━━━ Source material ━━━

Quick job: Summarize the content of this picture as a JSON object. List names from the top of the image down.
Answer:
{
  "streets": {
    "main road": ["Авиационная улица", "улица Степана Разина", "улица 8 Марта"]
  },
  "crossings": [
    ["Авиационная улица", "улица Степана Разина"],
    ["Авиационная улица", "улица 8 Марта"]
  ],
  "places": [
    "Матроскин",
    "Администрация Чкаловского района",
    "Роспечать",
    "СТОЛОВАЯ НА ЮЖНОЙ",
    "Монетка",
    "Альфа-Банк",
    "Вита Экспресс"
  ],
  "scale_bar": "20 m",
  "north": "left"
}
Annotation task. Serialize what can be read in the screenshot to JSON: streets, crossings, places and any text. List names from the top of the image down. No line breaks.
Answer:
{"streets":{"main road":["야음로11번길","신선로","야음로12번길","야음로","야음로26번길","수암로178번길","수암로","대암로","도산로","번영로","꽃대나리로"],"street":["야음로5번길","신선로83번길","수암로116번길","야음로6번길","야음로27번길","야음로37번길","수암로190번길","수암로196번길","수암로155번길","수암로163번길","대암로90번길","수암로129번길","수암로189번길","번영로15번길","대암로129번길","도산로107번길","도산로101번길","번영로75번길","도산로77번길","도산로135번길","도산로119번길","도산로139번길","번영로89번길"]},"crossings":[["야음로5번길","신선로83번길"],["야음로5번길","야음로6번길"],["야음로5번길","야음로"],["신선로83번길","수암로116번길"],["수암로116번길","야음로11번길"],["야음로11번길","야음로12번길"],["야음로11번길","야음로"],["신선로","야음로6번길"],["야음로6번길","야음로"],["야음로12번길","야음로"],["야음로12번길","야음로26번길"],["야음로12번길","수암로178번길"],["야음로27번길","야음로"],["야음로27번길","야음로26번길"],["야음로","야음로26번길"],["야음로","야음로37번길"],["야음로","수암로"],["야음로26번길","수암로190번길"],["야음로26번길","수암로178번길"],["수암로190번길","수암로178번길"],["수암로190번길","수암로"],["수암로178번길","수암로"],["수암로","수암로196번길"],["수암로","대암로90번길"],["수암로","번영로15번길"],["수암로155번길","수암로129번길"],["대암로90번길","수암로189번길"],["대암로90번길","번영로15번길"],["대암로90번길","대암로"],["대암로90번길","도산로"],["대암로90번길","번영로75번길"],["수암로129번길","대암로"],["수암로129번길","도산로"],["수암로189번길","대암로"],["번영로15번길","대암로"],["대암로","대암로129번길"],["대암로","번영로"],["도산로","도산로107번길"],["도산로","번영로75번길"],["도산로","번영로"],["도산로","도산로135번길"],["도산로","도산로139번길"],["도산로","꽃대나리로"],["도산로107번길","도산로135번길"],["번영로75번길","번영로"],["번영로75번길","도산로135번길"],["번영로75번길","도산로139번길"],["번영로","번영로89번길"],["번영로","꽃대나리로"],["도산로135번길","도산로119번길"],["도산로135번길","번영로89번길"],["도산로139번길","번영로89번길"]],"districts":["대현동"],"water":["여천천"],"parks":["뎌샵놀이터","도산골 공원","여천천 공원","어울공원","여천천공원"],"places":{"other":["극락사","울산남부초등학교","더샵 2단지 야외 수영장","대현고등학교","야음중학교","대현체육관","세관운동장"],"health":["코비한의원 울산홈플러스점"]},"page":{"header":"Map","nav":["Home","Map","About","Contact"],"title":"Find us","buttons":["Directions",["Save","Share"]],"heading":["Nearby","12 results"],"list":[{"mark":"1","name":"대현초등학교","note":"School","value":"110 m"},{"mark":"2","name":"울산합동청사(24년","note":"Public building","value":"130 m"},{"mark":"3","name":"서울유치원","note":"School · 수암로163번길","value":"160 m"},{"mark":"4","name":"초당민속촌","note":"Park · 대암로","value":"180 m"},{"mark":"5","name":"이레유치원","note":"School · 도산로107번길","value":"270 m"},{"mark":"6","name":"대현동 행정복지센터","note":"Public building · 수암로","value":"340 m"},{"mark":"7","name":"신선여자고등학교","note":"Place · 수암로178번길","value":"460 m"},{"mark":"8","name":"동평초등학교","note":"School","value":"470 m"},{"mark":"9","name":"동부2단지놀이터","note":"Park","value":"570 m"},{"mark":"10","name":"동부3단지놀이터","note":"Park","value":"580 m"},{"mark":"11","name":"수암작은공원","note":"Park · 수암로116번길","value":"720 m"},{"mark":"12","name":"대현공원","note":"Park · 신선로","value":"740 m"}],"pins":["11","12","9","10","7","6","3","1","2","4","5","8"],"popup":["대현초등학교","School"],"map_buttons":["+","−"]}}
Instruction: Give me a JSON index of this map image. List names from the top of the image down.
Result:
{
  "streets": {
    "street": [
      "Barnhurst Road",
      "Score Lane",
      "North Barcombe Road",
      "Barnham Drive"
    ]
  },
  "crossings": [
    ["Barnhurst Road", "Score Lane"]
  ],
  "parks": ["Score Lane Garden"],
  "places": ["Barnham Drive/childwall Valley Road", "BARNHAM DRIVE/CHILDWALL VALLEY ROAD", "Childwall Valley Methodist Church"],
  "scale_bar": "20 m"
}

━━━

Exercise aim: Every line of the data should be output exactly as it was given.

Result for this exercise:
Quick job: Summarize the content of this picture as a JSON object. List names from the top of the image down.
Answer:
{
  "streets": {
    "main road": ["Авиационная улица", "улица Степана Разина", "улица 8 Марта"]
  },
  "crossings": [
    ["Авиационная улица", "улица Степана Разина"],
    ["Авиационная улица", "улица 8 Марта"]
  ],
  "places": [
    "Матроскин",
    "Администрация Чкаловского района",
    "Роспечать",
    "СТОЛОВАЯ НА ЮЖНОЙ",
    "Монетка",
    "Альфа-Банк",
    "Вита Экспресс"
  ],
  "scale_bar": "20 m",
  "north": "left"
}
Annotation task. Serialize what can be read in the screenshot to JSON: streets, crossings, places and any text. List names from the top of the image down. No line breaks.
Answer:
{"streets":{"main road":["야음로11번길","신선로","야음로12번길","야음로","야음로26번길","수암로178번길","수암로","대암로","도산로","번영로","꽃대나리로"],"street":["야음로5번길","신선로83번길","수암로116번길","야음로6번길","야음로27번길","야음로37번길","수암로190번길","수암로196번길","수암로155번길","수암로163번길","대암로90번길","수암로129번길","수암로189번길","번영로15번길","대암로129번길","도산로107번길","도산로101번길","번영로75번길","도산로77번길","도산로135번길","도산로119번길","도산로139번길","번영로89번길"]},"crossings":[["야음로5번길","신선로83번길"],["야음로5번길","야음로6번길"],["야음로5번길","야음로"],["신선로83번길","수암로116번길"],["수암로116번길","야음로11번길"],["야음로11번길","야음로12번길"],["야음로11번길","야음로"],["신선로","야음로6번길"],["야음로6번길","야음로"],["야음로12번길","야음로"],["야음로12번길","야음로26번길"],["야음로12번길","수암로178번길"],["야음로27번길","야음로"],["야음로27번길","야음로26번길"],["야음로","야음로26번길"],["야음로","야음로37번길"],["야음로","수암로"],["야음로26번길","수암로190번길"],["야음로26번길","수암로178번길"],["수암로190번길","수암로178번길"],["수암로190번길","수암로"],["수암로178번길","수암로"],["수암로","수암로196번길"],["수암로","대암로90번길"],["수암로","번영로15번길"],["수암로155번길","수암로129번길"],["대암로90번길","수암로189번길"],["대암로90번길","번영로15번길"],["대암로90번길","대암로"],["대암로90번길","도산로"],["대암로90번길","번영로75번길"],["수암로129번길","대암로"],["수암로129번길","도산로"],["수암로189번길","대암로"],["번영로15번길","대암로"],["대암로","대암로129번길"],["대암로","번영로"],["도산로","도산로107번길"],["도산로","번영로75번길"],["도산로","번영로"],["도산로","도산로135번길"],["도산로","도산로139번길"],["도산로","꽃대나리로"],["도산로107번길","도산로135번길"],["번영로75번길","번영로"],["번영로75번길","도산로135번길"],["번영로75번길","도산로139번길"],["번영로","번영로89번길"],["번영로","꽃대나리로"],["도산로135번길","도산로119번길"],["도산로135번길","번영로89번길"],["도산로139번길","번영로89번길"]],"districts":["대현동"],"water":["여천천"],"parks":["뎌샵놀이터","도산골 공원","여천천 공원","어울공원","여천천공원"],"places":{"other":["극락사","울산남부초등학교","더샵 2단지 야외 수영장","대현고등학교","야음중학교","대현체육관","세관운동장"],"health":["코비한의원 울산홈플러스점"]},"page":{"header":"Map","nav":["Home","Map","About","Contact"],"title":"Find us","buttons":["Directions",["Save","Share"]],"heading":["Nearby","12 results"],"list":[{"mark":"1","name":"대현초등학교","note":"School","value":"110 m"},{"mark":"2","name":"울산합동청사(24년","note":"Public building","value":"130 m"},{"mark":"3","name":"서울유치원","note":"School · 수암로163번길","value":"160 m"},{"mark":"4","name":"초당민속촌","note":"Park · 대암로","value":"180 m"},{"mark":"5","name":"이레유치원","note":"School · 도산로107번길","value":"270 m"},{"mark":"6","name":"대현동 행정복지센터","note":"Public building · 수암로","value":"340 m"},{"mark":"7","name":"신선여자고등학교","note":"Place · 수암로178번길","value":"460 m"},{"mark":"8","name":"동평초등학교","note":"School","value":"470 m"},{"mark":"9","name":"동부2단지놀이터","note":"Park","value":"570 m"},{"mark":"10","name":"동부3단지놀이터","note":"Park","value":"580 m"},{"mark":"11","name":"수암작은공원","note":"Park · 수암로116번길","value":"720 m"},{"mark":"12","name":"대현공원","note":"Park · 신선로","value":"740 m"}],"pins":["11","12","9","10","7","6","3","1","2","4","5","8"],"popup":["대현초등학교","School"],"map_buttons":["+","−"]}}
Instruction: Give me a JSON index of this map image. List names from the top of the image down.
Result:
{
  "streets": {
    "street": [
      "Barnhurst Road",
      "Score Lane",
      "North Barcombe Road",
      "Barnham Drive"
    ]
  },
  "crossings": [
    ["Barnhurst Road", "Score Lane"]
  ],
  "parks": ["Score Lane Garden"],
  "places": ["Barnham Drive/childwall Valley Road", "BARNHAM DRIVE/CHILDWALL VALLEY ROAD", "Childwall Valley Methodist Church"],
  "scale_bar": "20 m"
}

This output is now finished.